The English name of Switzerland is a compound containing Switzer, an obsolete term for the Swiss, which was in use during the 16th to 19th centuries. The English adjective Swiss is a loan from French Suisse, also in use since the 16th century.

The name Switzer is from the Alemannic Schwiizer, in origin an inhabitant of Schwyz and its associated territory, one of the Waldstätten cantons which formed the nucleus of the Old Swiss Confederacy. The name originates as an exonym, applied pars pro toto to the troops of the Confederacy. The Swiss themselves began to adopt the name for themselves after the Swabian War of 1499, used alongside the term for "Confederates", Eidgenossen ("oath-fellows"), used
since the 14th century.

The Swiss German name of the country is homophonous to that of the canton and the settlement, but distinguished by the use of the definite article (d'Schwiiz /[tʃviːts]/ for the Confederation, but simply Schwyz /[ʃviːts]/ for the canton and the town).

==Schwyz==

The toponym Schwyz itself is first attested in 972, as villa Suittes. Its etymology is uncertain, it may be either derived from a Germanic name in *swiþ- ‘strength’ or from either a Germanic (*swint-) or Celtic (*sveit-) word for "clearing". The name is recorded as Schwitz in the 13th century, and in the 17th to 18th century often as Schweitz. The spelling of y for /[iː]/ originates as a ligature ij in 15th-century handwriting.

The Swiss chroniclers of the 15th and 16th centuries present a legendary eponymous founder, one Suit (Swit, Schwyt, Switer), leader of a population migrating from Sweden due to a famine. Suit is said to have defeated his brother Scheijo (or Scheyg) in single combat in a dispute over leadership of the new settlement.
Petermann Etterlin (fl. 1470s, printed 1507).

Use of Switzer, Switenses, Swicenses for troops raised by the Confederacy as a whole, as it were pars pro toto because of the prominence of Schwyz in the early history of the Confederacy, is in use as an exonym from the later 14th century.
The development of the Standard German diphthong ei reflects this early adoption. 16th-century French spelling was variously Soisses, Suysses, Souyces, adopted as Swiss in English.

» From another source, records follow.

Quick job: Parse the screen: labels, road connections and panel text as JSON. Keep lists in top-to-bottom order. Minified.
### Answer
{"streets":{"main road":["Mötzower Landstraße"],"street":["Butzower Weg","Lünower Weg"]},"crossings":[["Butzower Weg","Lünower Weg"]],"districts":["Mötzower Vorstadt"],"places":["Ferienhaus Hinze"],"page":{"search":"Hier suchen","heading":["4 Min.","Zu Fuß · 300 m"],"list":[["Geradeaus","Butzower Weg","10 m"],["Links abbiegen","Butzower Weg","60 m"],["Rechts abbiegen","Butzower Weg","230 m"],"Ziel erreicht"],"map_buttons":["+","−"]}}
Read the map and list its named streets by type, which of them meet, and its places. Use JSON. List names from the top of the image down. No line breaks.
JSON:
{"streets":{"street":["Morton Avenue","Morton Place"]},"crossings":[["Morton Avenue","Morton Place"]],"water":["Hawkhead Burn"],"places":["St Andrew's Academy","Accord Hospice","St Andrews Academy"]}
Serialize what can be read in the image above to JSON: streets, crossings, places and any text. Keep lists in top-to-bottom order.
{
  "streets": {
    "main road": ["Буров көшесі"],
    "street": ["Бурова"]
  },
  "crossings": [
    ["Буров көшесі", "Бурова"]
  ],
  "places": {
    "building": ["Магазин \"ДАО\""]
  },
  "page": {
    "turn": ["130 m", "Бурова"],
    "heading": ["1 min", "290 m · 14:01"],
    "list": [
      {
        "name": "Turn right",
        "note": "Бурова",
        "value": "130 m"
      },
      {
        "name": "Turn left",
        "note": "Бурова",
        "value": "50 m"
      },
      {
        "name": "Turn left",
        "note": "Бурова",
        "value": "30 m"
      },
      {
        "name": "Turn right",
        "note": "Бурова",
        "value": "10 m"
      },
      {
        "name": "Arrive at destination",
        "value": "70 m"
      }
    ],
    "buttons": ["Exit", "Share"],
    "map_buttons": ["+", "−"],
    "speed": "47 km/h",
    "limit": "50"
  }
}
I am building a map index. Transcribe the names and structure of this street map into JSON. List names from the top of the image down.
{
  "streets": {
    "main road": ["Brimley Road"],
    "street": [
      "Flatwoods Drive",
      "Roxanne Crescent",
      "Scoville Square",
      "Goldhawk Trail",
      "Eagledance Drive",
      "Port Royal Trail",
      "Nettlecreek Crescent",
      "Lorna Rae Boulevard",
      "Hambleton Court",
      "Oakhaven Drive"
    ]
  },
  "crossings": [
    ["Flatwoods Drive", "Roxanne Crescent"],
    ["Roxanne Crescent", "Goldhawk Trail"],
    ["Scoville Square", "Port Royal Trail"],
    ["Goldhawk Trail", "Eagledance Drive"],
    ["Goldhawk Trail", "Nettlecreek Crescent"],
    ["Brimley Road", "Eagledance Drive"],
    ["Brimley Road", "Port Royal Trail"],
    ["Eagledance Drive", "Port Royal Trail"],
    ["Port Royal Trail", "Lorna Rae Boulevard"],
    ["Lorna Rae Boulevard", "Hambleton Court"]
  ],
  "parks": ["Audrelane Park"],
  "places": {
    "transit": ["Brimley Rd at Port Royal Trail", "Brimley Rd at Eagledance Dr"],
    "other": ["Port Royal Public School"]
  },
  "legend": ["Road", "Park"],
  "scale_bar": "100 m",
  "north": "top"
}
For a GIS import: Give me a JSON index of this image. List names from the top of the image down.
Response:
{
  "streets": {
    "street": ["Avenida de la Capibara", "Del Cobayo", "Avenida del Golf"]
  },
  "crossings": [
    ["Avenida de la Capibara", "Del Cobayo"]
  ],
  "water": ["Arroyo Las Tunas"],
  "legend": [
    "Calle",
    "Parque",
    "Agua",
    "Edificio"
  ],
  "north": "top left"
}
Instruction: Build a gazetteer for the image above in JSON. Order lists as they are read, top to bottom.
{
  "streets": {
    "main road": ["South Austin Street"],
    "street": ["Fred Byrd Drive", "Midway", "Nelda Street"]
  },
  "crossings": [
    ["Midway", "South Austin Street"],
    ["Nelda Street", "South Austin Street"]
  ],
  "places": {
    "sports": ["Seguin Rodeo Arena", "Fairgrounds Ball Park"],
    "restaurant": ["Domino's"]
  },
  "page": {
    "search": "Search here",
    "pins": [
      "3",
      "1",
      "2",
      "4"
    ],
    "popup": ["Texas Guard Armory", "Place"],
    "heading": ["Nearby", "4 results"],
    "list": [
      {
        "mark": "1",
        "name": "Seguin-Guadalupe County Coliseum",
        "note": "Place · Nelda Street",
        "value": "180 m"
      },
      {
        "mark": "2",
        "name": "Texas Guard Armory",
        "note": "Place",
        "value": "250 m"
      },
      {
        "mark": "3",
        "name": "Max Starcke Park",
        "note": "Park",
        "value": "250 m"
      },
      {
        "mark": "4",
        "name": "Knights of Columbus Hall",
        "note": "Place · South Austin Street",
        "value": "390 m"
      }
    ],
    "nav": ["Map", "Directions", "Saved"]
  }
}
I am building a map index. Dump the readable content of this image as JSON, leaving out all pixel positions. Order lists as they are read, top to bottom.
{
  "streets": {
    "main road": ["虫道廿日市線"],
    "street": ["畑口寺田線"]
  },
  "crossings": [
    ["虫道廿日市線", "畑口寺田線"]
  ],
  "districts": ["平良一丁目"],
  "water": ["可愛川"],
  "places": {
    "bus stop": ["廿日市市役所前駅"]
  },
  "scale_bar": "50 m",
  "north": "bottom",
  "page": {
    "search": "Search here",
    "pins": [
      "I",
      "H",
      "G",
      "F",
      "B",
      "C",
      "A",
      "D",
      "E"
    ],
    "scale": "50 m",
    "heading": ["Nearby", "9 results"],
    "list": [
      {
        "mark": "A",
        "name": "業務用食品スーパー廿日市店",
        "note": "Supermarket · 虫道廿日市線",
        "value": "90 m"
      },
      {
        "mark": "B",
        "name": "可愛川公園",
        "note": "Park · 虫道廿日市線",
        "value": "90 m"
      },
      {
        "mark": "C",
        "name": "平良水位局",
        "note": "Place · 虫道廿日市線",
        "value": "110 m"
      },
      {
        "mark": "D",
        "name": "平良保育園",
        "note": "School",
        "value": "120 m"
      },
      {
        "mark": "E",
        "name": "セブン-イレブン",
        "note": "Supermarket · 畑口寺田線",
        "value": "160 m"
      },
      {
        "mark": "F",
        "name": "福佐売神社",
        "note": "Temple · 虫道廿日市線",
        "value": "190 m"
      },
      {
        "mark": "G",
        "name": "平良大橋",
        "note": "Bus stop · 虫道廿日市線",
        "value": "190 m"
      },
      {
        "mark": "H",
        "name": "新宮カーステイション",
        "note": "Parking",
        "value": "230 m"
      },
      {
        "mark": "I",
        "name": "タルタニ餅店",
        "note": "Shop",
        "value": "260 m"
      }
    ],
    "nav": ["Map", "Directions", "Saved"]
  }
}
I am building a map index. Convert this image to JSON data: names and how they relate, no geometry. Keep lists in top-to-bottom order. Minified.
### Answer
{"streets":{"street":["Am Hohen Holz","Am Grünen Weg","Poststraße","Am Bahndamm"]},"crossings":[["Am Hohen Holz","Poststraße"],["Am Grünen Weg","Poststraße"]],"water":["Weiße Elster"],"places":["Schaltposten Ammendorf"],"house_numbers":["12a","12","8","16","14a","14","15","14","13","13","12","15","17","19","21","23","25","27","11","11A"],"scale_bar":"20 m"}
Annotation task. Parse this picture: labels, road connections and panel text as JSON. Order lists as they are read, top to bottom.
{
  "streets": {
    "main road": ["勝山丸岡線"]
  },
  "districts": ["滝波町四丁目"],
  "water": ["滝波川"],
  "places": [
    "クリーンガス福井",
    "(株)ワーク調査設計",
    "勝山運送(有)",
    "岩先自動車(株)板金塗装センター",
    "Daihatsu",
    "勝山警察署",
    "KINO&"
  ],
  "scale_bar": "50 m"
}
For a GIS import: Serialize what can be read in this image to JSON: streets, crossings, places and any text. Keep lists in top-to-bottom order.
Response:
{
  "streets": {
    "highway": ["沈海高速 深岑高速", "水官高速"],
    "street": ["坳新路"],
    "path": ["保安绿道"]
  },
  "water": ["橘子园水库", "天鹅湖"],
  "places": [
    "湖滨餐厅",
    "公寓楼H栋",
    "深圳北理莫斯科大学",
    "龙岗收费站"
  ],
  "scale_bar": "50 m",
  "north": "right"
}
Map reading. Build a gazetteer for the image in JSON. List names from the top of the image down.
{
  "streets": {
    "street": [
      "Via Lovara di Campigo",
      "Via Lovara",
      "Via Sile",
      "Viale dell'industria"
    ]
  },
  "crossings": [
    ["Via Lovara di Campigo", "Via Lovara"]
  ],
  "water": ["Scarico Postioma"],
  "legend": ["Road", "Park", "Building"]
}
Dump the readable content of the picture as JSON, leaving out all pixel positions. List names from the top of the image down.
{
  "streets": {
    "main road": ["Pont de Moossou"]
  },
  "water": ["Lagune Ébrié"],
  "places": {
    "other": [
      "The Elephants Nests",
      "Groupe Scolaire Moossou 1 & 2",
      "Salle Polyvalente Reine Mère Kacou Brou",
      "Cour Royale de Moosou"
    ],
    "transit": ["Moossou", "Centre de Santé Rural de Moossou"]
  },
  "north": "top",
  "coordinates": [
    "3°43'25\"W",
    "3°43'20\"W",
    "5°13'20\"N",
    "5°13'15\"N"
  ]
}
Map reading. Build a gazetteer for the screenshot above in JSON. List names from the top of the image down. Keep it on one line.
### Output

Early Italian spellings include Sviceri, Suyzeri; the modern Italian form Svizzeri is already used by Niccolò Machiavelli in 1515. Use of Schwytzerland for the territory of the Confederacy (as opposed to just the territory of Schwyz) develops in the early 16th century, but Schweiz as an endonym enters wider usage only in the course of the 17th and 18th centuries, and then in competition with Helvetia.
Johan Jakob Leu in his Allgemeine Helvetische Eydgenössische oder Schweitzerische Lexicon (20 vols., 1747-1765; viz. using the three alternative names alongside one another in the title of his work) criticized the use of "Schweiz" for the Confederacy as confusing, arguing it should properly only be used to refer to the territory of Schwyz.
Only in the second half of the 19th century did Schweiz become the dominant or unmarked name for the country only after the formation of the federal state in 1848, and from this time was increasingly also used to refer to the state (officially called Schweizerische Eidgenossenschaft in the constitution of 1848).

==Eidgenossenschaft==

The original name for the Old Swiss Confederacy was Eidgenossenschaft "oath-fellowship", Schwyz being just one of the participating Lieus or Orte (see Waldstätte). The term has never fallen out of use when referring to the Swiss Confederacy (as opposed to the territory). Eidgenossen translates the Latin conspirati of the Federal Charter of 1291, and the German term Eidgenossen is used in the pact of 1351 between Uri, Schwyz and Unterwalden and the cities of Lucerne and Zürich.

Attestation of the abstract noun Eidgenossenschaft is somewhat younger, recorded in the Pfaffenbrief of 1370 (as unser Eydgnosschaft "our oath-fellowship"). In the Holy Roman Empire, emperor Charles IV outlawed any such conjurationes, confederationes, and conspirationes in his Golden Bull of 1356.

Albrecht von Bonstetten (1479) called the Swiss Confederacy Superioris Germaniae Confoederatio, i.e. "Confederation of Upper Germany". This was translated into German in 1480 as Obertütscheit Eidgnosschaft.

In Early New High German, the word eidgnoßschaft was often simplified to eidgnoschaft. In early modern Swiss usage, Eidgenossenschaft was used without geographic qualifier, but in the 16th century it was often the epithet loblich "praiseworthy", as lobliche eidgnoschaft.

==Helvetia==

The Old Swiss Confederacy of the early modern period was often called Helvetia or Republica Helvetiorum ("Republic of the Helvetians") in learned humanist Latin. The Latin name is ultimately derived from the name of the Helvetii, the Gaulish tribe living on the Swiss plateau in the Roman era.
The allegory Helvetia makes her appearance in 1672.

The official Latin name Confoederatio Helvetica was introduced gradually after the formation of the federal state in 1848.
It appears on coins of the Swiss franc from 1879, and was inscribed on the Federal Palace in 1902. It was used in the official seal from 1948. The abbreviation CH was first introduced in 1909, as international vehicle registration code, and in 1974, it was assigned as ISO 3166-1 alpha-2 country code for Switzerland.